_Problem description_
Transcribe all of the records word for word, but omit the pictures.

╭─ Exercise input

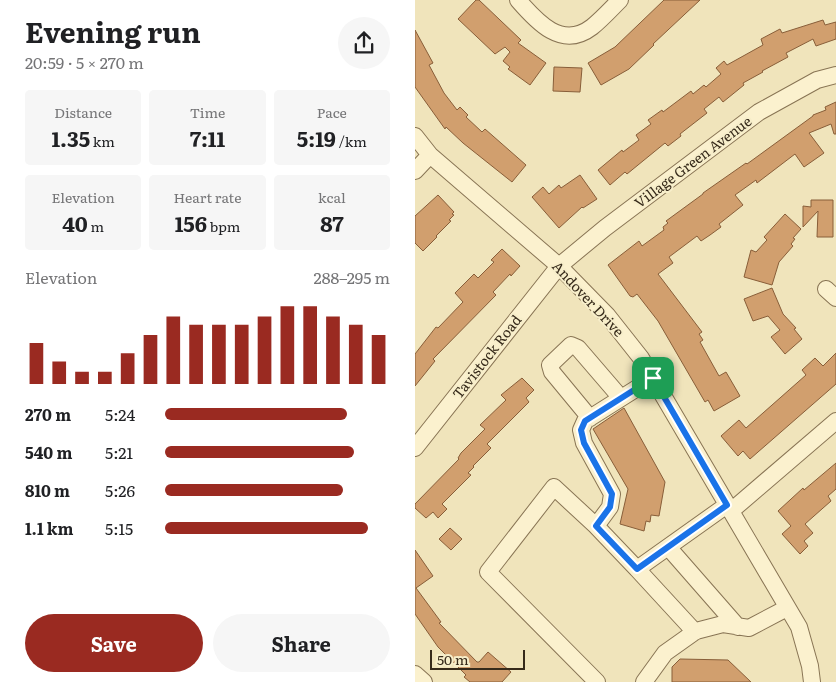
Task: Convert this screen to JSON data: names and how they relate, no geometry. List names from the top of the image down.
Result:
{
  "streets": {
    "street": ["Village Green Avenue", "Andover Drive", "Tavistock Road"]
  },
  "crossings": [
    ["Village Green Avenue", "Andover Drive"],
    ["Village Green Avenue", "Tavistock Road"],
    ["Andover Drive", "Tavistock Road"]
  ],
  "scale_bar": "50 m",
  "page": {
    "heading": ["Evening run", "20:59 · 5 × 270 m"],
    "stats": [
      ["Distance", "1.35 km"],
      ["Time", "7:11"],
      ["Pace", "5:19 /km"],
      ["Elevation", "40 m"],
      ["Heart rate", "156 bpm"],
      ["kcal", "87"]
    ],
    "chart": ["Elevation", "288–295 m"],
    "list": [
      {
        "name": "270 m",
        "note": "5:24"
      },
      {
        "name": "540 m",
        "note": "5:21"
      },
      {
        "name": "810 m",
        "note": "5:26"
      },
      {
        "name": "1.1 km",
        "note": "5:15"
      }
    ],
    "buttons": ["Save", "Share"],
    "scale": "50 m"
  }
}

╰─

_Response for this exercise_
Task: Convert this screen to JSON data: names and how they relate, no geometry. List names from the top of the image down.
Result:
{
  "streets": {
    "street": ["Village Green Avenue", "Andover Drive", "Tavistock Road"]
  },
  "crossings": [
    ["Village Green Avenue", "Andover Drive"],
    ["Village Green Avenue", "Tavistock Road"],
    ["Andover Drive", "Tavistock Road"]
  ],
  "scale_bar": "50 m",
  "page": {
    "heading": ["Evening run", "20:59 · 5 × 270 m"],
    "stats": [
      ["Distance", "1.35 km"],
      ["Time", "7:11"],
      ["Pace", "5:19 /km"],
      ["Elevation", "40 m"],
      ["Heart rate", "156 bpm"],
      ["kcal", "87"]
    ],
    "chart": ["Elevation", "288–295 m"],
    "list": [
      {
        "name": "270 m",
        "note": "5:24"
      },
      {
        "name": "540 m",
        "note": "5:21"
      },
      {
        "name": "810 m",
        "note": "5:26"
      },
      {
        "name": "1.1 km",
        "note": "5:15"
      }
    ],
    "buttons": ["Save", "Share"],
    "scale": "50 m"
  }
}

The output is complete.